Learn Apache Camel – Indexing Tweets in Real-time
There’s a point in most software development projects when the application needs to start communicating with other applications or 3rd party components.
Whether it’s sending an email notification, calling an external api, writing to a file or migrating data from one place to another, you either roll out your own solution or leverage an existing framework.
As for existing frameworks in the Java ecosystem, on one end of the spectrum we find Tibco BusinessWorks and Mule ESB, and on the other end there’s Spring Integration and Apache Camel.
In this tutorial I’m going to introduce you to Apache Camel through a sample application that reads tweets from Twitter’s sample feed and indexes those tweets in real time using Elastic Search.
What is Apache Camel?
Integrating an application with internal or external components in an ecosystem is one of the most complex tasks in software development and when it’s not done right, it can result in a huge mess and a real pain to maintain on the longer term.

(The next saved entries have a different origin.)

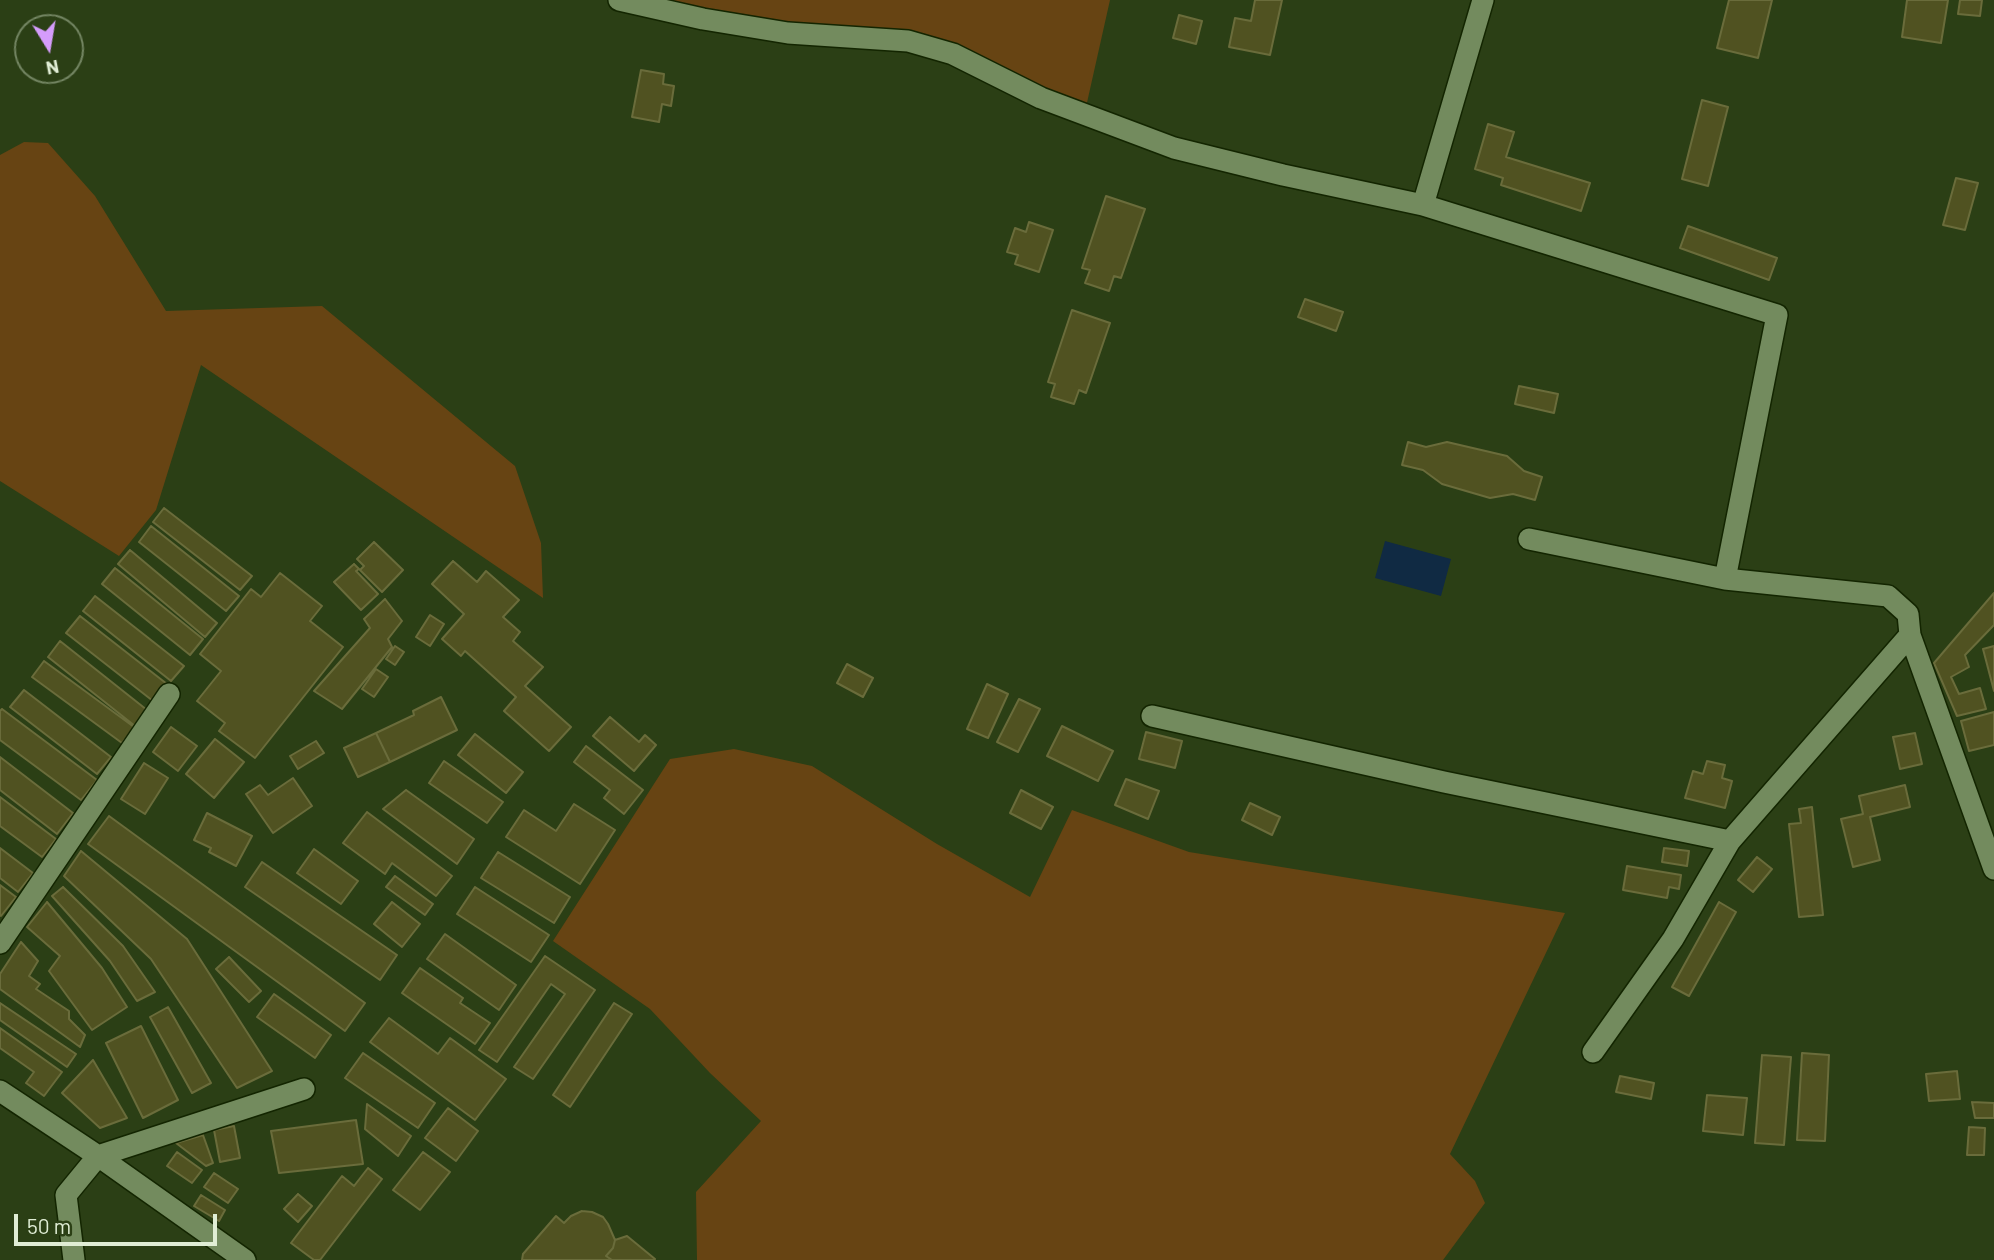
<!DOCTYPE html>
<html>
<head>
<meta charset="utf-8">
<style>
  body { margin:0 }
  #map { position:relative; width:1994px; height:1260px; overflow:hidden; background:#2b3f15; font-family:Barlow,sans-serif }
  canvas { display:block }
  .north { position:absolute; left:14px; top:14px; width:70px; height:70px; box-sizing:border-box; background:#2b3f15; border:2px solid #738562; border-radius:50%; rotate:169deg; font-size:19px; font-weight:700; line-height:28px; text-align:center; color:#e0edd5 }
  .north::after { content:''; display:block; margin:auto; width:24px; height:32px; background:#d59cfb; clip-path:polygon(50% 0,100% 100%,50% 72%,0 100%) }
  .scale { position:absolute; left:14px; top:1214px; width:203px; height:32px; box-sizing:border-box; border:4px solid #e0edd5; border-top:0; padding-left:9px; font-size:21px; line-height:24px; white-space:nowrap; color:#e0edd5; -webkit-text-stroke:5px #2b3f15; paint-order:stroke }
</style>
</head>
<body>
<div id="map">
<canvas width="1994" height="1260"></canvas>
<div class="north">N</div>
<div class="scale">50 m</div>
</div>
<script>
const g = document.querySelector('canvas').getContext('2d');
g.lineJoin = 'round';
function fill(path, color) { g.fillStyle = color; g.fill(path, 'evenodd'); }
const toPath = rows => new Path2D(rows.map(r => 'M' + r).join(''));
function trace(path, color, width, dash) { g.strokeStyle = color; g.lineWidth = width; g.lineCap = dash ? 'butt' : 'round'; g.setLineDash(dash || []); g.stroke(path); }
const green = toPath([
  [651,0,1110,0,1084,116,948,55],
  [24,142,48,143,95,196,166,311,322,306,515,466,541,543,543,598,201,365,156,510,119,556,0,481,0,155],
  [734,749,812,766,937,844,1030,897,1072,810,1189,852,1565,913,1450,1154,1475,1181,1485,1203,1443,1260,697,1260,696,1192,761,1121,710,1073,650,1009,553,941,670,759]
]);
const water = toPath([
  [1385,541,1451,559,1441,596,1375,578]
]);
const building = toPath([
  [1255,0,1282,0,1270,55,1229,47,1235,18,1251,21,1255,0],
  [1729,0,1772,0,1758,58,1717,48,1729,0],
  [1907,0,1948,0,1941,43,1902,37,1907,0],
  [1960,0,1982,0,1980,16,1958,14,1960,0],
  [1179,15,1202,21,1196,44,1173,38,1179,15],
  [641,70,664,74,663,84,674,86,671,106,662,104,659,122,632,117,641,70],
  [1702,100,1728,107,1708,186,1682,179,1702,100],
  [1488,124,1514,132,1506,157,1590,183,1581,211,1501,185,1503,178,1475,169,1488,124],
  [1956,178,1978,183,1965,230,1943,225,1956,178],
  [1106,196,1145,209,1121,278,1114,276,1109,291,1085,283,1090,270,1082,268,1106,196],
  [1029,222,1053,230,1039,272,1015,264,1018,255,1007,252,1015,228,1026,232,1029,222],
  [1688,226,1777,258,1769,280,1680,248,1688,226],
  [1305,299,1343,312,1336,331,1298,317,1305,299],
  [1072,310,1110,323,1086,393,1079,390,1074,404,1051,397,1055,384,1048,382,1072,310],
  [1519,386,1558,394,1554,413,1515,404,1519,386],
  [1408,442,1426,447,1447,442,1507,456,1524,471,1542,477,1535,500,1513,494,1490,498,1442,484,1423,470,1402,465,1408,442],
  [164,508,252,576,240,590,153,522,164,508],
  [151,526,239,596,226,611,139,542,151,526],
  [374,542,403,570,382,592,360,570,364,566,357,559,374,542],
  [130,550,217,623,205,637,118,564,130,550],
  [453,561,477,582,486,571,519,600,503,617,520,632,513,641,543,667,525,686,571,727,549,751,504,711,516,697,465,651,461,656,442,639,464,614,432,584,453,561],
  [354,564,359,569,356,571,378,594,361,610,334,582,354,564],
  [115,568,203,639,190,655,102,584,115,568],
  [280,573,322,606,310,621,343,647,255,758,219,731,225,723,197,701,221,671,200,654,251,589,261,597,280,573],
  [1994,593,1994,625,1965,655,1969,667,1951,677,1959,694,1980,688,1986,709,1957,716,1934,663,1994,593],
  [95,596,184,666,171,681,83,611,95,596],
  [385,599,402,621,388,639,392,647,342,709,314,691,370,628,364,619,385,599],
  [430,615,444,624,430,646,416,637,430,615],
  [80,616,167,684,153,701,66,633,80,616],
  [60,641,147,710,135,726,48,657,60,641],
  [395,646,404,652,395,665,386,659,395,646],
  [1994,646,1994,691,1983,649,1994,646],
  [44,661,134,727,122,743,32,677,44,661],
  [847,664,873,678,863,697,837,683,847,664],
  [376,669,388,677,374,697,362,689,376,669],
  [987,684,1008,694,988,738,967,729,987,684],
  [24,690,111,757,97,774,10,707,24,690],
  [441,697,457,730,390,762,376,733,414,715,413,711,441,697],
  [1019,699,1040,709,1018,752,997,742,1019,699],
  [2,709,97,780,81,800,0,740,0,711,2,709],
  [1994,712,1994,745,1969,751,1961,721,1994,712],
  [610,717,639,742,645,735,656,745,634,771,593,736,610,717],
  [1062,726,1113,751,1098,781,1047,756,1062,726],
  [171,727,197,746,178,771,153,752,171,727],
  [1146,732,1182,741,1175,768,1139,759,1146,732],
  [376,733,390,762,358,777,344,748,376,733],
  [1915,733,1922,764,1900,769,1893,737,1915,733],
  [475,734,523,772,506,793,458,755,475,734],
  [215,739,244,762,214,798,186,774,215,739],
  [316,741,324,753,298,769,290,756,316,741],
  [586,746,643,790,624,814,604,798,610,790,574,762,586,746],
  [0,757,73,813,57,834,0,790,0,757],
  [444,761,503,802,487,823,429,783,444,761],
  [1707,761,1725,765,1722,778,1732,781,1725,808,1685,798,1693,771,1703,774,1707,761],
  [144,763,168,778,145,814,121,799,144,763],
  [293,778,312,806,273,833,246,794,260,785,268,795,293,778],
  [1126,779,1159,791,1148,819,1115,805,1126,779],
  [1905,785,1910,807,1870,817,1880,860,1853,867,1841,819,1863,814,1859,796,1905,785],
  [406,790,474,839,457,864,383,809,406,790],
  [1021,790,1053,807,1041,829,1010,813,1021,790],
  [0,797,56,839,42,857,0,826,0,797],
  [1250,803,1280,817,1272,835,1242,820,1250,803],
  [574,804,615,830,580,884,506,837,524,810,556,831,574,804],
  [1812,807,1823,915,1799,917,1789,824,1801,823,1799,809,1812,807],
  [367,812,452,876,436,896,392,863,385,874,343,843,367,812],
  [207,813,252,836,236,866,209,852,211,848,194,840,207,813],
  [109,816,365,1003,345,1031,88,844,109,816],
  [0,848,33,873,18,892,0,878,0,848],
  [1664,848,1689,851,1687,866,1662,862,1664,848],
  [314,849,358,881,341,904,297,873,314,849],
  [81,851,187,939,272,1071,237,1088,151,959,64,876,81,851],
  [498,852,570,897,554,923,481,878,498,852],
  [1757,857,1772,869,1753,892,1738,880,1757,857],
  [262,862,397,955,380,980,245,887,262,862],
  [1627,866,1681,875,1679,889,1669,887,1667,898,1623,890,1627,866],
  [395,876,433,904,425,915,386,887,395,876],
  [0,885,16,897,1,916,0,915,0,885],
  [63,887,123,946,155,992,137,1001,110,961,52,896,63,887],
  [475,887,549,935,531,962,457,914,475,887],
  [47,902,102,968,127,1007,92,1030,49,971,60,956,27,927,47,902],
  [392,902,420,924,402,947,374,924,392,902],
  [1719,902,1736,912,1689,996,1672,987,1719,902],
  [445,934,516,985,499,1010,427,959,445,934],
  [21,942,38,961,29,976,40,984,36,989,69,1011,69,1019,85,1035,80,1047,0,989,0,974,21,942],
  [545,956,595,990,533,1079,514,1067,565,994,551,984,497,1062,479,1050,545,956],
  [229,957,261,991,249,1002,216,969,229,957],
  [420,968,463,998,460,1003,490,1023,475,1044,402,993,420,968],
  [274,994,331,1035,315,1058,257,1017,274,994],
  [0,1003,76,1054,67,1067,0,1020,0,1003],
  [614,1003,632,1014,570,1107,553,1095,614,1003],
  [168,1007,211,1083,192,1093,150,1017,168,1007],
  [389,1018,438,1054,450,1038,506,1079,475,1120,370,1042,389,1018],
  [141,1026,178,1100,143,1118,106,1043,141,1026],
  [0,1028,62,1072,44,1096,26,1083,34,1072,0,1048,0,1028],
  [363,1053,435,1103,418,1128,345,1078,363,1053],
  [1802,1053,1829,1055,1825,1141,1797,1140,1802,1053],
  [1762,1055,1791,1057,1784,1145,1755,1143,1762,1055],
  [93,1060,127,1118,100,1128,62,1093,93,1060],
  [1957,1071,1960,1099,1929,1101,1926,1074,1957,1071],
  [1620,1076,1654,1083,1651,1099,1616,1092,1620,1076],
  [1707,1095,1747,1098,1743,1135,1703,1131,1707,1095],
  [1972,1102,1994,1103,1994,1118,1975,1118,1972,1102],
  [367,1104,411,1136,398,1156,365,1129,367,1104],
  [448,1108,478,1131,456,1161,425,1138,448,1108],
  [356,1120,363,1164,279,1173,271,1131,356,1120],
  [234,1126,240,1158,220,1162,214,1130,234,1126],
  [1969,1127,1985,1128,1984,1155,1967,1155,1969,1127],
  [203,1135,213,1163,206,1166,176,1143,203,1135],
  [177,1152,202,1170,192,1183,167,1166,177,1152],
  [423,1152,450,1172,420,1210,393,1190,423,1152],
  [368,1168,382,1179,320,1260,314,1260,291,1243,342,1176,354,1186,368,1168],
  [214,1173,238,1189,228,1203,204,1187,214,1173],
  [298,1194,312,1206,298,1222,284,1209,298,1194],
  [201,1195,225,1210,219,1221,194,1206,201,1195],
  [582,1211,592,1212,603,1217,608,1224,615,1240,613,1248,606,1256,612,1260,522,1260,523,1254,556,1216,564,1223,571,1216,582,1211],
  [627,1236,655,1259,653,1260,612,1260,606,1256,613,1248,615,1240,627,1236]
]);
const minor = toPath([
  [619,0,703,19,788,33,908,41,953,54,1041,98,1174,148,1283,175,1423,205,1777,315,1725,579,1888,596,1908,614,1910,635,1730,841,1444,782,1152,716],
  [1423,205,1483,0],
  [1529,539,1725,579],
  [1910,635,1994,869],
  [0,943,169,694],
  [1593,1052,1673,939,1730,841],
  [0,1091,98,1156,245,1260],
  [74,1260,66,1195,98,1156,304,1089]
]);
fill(green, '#674413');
fill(water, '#102a43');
fill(building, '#505221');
trace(building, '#6a6c3b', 2);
trace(minor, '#132500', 24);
trace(minor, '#738b5e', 21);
</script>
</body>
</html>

Fortunately, Camel, an open-source integration framework hosted at Apache, is based on the Enterprise Integration Patterns and these patterns can help writing more readable and maintainable code. Similar to Lego, these patterns can be used as building blocks to create a solid software design.
Apache Camel also supports a wide array of connectors to integrate your application with different frameworks and technologies. And by the way, it also plays together nicely with Spring.
If you’re not familiar with Spring, you may find this post helpful: Processing Twitter feed using Spring Boot.
In the following sections we’ll go through a sample application where Camel is integrated with both Twitter sample feed and ElasticSearch.
What is ElasticSearch?
ElasticSearch similar to Apache Solr is a highly-scalable open-source, Java-based full-text search engine built on top of Apache Lucene.
In this sample application we’re going to use ElasticSearch to index tweets in real-time and also to provide full-text search capabilities on these tweets.
Other Technologies Used
Besides Apache Camel and ElasticSearch, I also included other frameworks in this application: Gradle as the build tool, Spring Boot as the web application framework and Twitter4j to read tweets from the Twitter sample feed.
Getting Started
The skeleton of the project was generated at http://start.spring.io where I checked the Web dependency option, filled out the Project Metadata section and selected ‘Gradle Project’ as the type of the project.
Once the project is generated, you can download and import it into your favourite IDE. I’m not going go into more details on Gradle now, but here’s the list of all the dependencies in the build.gradle file:
def camelVersion = '2.15.2' dependencies { compile("org.springframework.boot:spring-boot-starter-web") compile("org.apache.camel:camel-core:${camelVersion}") compile("org.apache.camel:camel-spring-boot:${camelVersion}") compile("org.apache.camel:camel-twitter:${camelVersion}") compile("org.apache.camel:camel-elasticsearch:${camelVersion}") compile("org.apache.camel:camel-jackson:${camelVersion}") compile("joda-time:joda-time:2.8.2") testCompile("org.springframework.boot:spring-boot-starter-test") }
Integration using Camel Routes
Camel imlements a message oriented architecture and it’s main building blocks are Routes that describe the flow of the messages.
Routes can be described in either XML (old way) or its Java DSL (new way). We’re only going to discuss the Java DSL in this post as that’s the prefered and more elegant option.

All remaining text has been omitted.